This webinar discusses applications of normality testing and several issues that may arise when testing data for normality. Several methods for testing data for normality are presented. We discuss some of the common types of goodness-of-fit tests that may be used (e.g. Andersen-Darling, Kolmogorov Smirnoff, etc.). We also discuss common reasons that normality tests are rejected.

**Why Should You Attend:**

Many types of statistical analyses assume that the underlying raw data follow a Normal Distribution. Common examples include Analysis of Variance (ANOVA), t tests, F tests, and Process Capability analyses using Normal methods. It is important to test the assumption of normality before using methods that require it.

Many practitioners simply perform normality tests and react to the results without enough understanding of important issues such as sample size implications, impact of outliers, etc. on the test results.

This webinar introduces probability distributions and the Normal (Gaussian) Distribution specifically. The key characteristics and distribution parameters that define the normal model are discussed in the introduction. The concept of distribution model fitting is presented and reasons for normality testing are reviewed.

Next, several methods for testing data for normality are presented. Although some older techniques are referenced, we emphasize the use of probability plotting and goodness-of-fit tests to provide objective assessments of normality. The methodology of hypothesis testing as applied to goodness-of-fit tests is described in detail. We emphasize the correct interpretation of normality test results (e.g. using p-values). We also discuss the risks of making errors in hypothesis tests and how to control those risks.

We provide several common scenarios that lead to rejection of normality.

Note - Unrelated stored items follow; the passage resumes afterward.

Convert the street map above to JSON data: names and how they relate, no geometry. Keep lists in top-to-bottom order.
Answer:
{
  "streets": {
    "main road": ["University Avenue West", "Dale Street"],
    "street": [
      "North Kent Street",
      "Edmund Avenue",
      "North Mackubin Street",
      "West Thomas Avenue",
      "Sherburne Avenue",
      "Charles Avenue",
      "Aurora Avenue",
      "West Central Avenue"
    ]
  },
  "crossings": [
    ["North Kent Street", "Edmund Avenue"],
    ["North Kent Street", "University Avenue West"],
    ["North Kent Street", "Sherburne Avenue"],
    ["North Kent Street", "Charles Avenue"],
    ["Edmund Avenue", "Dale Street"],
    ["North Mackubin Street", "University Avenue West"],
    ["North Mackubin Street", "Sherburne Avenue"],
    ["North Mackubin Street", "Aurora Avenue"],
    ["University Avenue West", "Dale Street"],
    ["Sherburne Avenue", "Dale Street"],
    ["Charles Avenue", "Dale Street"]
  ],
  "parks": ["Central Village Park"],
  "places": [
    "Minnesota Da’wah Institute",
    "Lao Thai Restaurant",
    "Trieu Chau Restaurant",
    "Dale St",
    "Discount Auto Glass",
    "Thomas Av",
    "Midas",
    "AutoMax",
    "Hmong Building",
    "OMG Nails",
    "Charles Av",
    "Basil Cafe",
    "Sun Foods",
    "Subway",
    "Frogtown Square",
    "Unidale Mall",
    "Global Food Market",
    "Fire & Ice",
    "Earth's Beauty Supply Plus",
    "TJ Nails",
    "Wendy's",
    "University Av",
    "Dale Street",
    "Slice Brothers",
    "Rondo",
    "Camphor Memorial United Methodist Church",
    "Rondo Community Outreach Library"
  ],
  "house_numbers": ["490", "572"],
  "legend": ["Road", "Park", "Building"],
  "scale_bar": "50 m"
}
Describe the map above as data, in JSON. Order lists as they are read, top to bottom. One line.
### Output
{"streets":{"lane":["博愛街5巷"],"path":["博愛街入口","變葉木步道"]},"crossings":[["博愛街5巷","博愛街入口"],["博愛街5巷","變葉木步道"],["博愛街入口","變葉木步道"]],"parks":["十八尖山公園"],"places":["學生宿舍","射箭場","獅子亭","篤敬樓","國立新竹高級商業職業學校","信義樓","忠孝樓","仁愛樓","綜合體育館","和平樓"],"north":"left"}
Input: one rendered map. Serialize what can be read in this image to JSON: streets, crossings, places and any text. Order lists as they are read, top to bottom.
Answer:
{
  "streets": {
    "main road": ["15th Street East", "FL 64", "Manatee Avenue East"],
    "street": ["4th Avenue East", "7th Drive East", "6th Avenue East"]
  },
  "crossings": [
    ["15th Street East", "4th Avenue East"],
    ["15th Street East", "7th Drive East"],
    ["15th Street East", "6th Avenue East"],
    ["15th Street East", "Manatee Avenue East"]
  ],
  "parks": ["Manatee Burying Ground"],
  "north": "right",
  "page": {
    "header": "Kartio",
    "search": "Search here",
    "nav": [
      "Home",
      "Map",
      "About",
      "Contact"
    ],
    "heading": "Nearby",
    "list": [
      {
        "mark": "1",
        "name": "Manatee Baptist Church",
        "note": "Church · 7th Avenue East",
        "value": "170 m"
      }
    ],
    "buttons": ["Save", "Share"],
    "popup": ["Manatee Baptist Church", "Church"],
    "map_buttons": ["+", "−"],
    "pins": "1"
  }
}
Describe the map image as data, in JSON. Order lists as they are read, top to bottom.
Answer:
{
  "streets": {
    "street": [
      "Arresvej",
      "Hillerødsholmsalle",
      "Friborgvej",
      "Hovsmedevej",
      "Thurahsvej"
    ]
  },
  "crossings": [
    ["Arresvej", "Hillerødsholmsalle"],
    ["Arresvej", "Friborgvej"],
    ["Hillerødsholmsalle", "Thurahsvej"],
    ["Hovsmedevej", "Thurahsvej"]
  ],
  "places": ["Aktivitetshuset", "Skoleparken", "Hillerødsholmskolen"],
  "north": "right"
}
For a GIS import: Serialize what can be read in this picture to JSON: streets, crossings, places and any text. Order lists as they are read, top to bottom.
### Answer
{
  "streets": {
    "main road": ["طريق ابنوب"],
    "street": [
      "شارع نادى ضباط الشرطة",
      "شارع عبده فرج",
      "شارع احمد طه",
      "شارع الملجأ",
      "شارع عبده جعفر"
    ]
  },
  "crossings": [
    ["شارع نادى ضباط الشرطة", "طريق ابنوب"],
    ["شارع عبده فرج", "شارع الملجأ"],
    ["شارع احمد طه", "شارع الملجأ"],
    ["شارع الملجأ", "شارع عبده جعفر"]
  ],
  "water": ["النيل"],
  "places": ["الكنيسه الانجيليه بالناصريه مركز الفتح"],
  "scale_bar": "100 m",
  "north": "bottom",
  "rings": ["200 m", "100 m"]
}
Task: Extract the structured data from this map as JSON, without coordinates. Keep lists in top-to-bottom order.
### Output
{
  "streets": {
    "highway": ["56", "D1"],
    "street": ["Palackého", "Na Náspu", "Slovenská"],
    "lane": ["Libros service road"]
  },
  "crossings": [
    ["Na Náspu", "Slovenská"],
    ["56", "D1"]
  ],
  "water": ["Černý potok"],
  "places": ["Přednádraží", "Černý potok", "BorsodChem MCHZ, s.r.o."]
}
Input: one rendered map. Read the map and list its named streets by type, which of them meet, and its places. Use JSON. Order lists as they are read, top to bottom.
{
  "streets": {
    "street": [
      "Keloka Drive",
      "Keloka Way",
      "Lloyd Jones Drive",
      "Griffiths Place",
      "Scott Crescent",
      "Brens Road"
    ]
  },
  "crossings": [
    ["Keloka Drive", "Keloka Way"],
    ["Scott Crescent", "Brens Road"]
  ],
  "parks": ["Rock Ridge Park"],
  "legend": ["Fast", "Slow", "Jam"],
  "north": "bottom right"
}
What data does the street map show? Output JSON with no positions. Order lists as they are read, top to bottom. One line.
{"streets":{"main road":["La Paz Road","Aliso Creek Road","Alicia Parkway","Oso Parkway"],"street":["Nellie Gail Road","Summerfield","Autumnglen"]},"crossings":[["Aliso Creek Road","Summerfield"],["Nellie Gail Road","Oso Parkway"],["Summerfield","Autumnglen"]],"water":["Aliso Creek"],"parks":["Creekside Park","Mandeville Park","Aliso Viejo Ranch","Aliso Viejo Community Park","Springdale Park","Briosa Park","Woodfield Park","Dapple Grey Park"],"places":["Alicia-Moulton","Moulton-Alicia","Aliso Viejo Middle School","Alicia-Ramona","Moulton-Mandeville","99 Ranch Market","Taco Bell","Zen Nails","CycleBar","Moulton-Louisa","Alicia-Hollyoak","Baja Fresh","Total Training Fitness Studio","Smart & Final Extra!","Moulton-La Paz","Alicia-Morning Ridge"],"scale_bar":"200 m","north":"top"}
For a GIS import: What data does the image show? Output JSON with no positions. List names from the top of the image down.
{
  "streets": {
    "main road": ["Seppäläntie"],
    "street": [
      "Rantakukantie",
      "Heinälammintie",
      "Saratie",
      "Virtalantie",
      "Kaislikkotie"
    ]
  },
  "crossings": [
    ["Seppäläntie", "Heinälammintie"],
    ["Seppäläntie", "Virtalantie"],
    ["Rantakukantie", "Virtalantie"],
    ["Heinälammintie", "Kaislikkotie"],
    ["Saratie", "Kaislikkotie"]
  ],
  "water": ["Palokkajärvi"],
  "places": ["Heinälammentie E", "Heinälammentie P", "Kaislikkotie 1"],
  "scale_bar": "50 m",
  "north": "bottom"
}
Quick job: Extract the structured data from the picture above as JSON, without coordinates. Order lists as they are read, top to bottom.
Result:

An understanding of these situations is important for determining appropriate actions when a normality tests fails. We discuss outliers, unstable processes, and issues caused by discreteness in the data.

Next, we discuss some of the common types of goodness-of-fit tests that may be used (e.g. Andersen-Darling, Kolmogorov Smirnoff, etc.). They differ several aspects and their properties are useful to understand to select an appropriate test. The sample size chosen for normality testing can significantly impact the results, and we discuss the relationship between sample size and the power of normality tests. More data is not necessarily better in this application. We provide some suggestions for sample sizes.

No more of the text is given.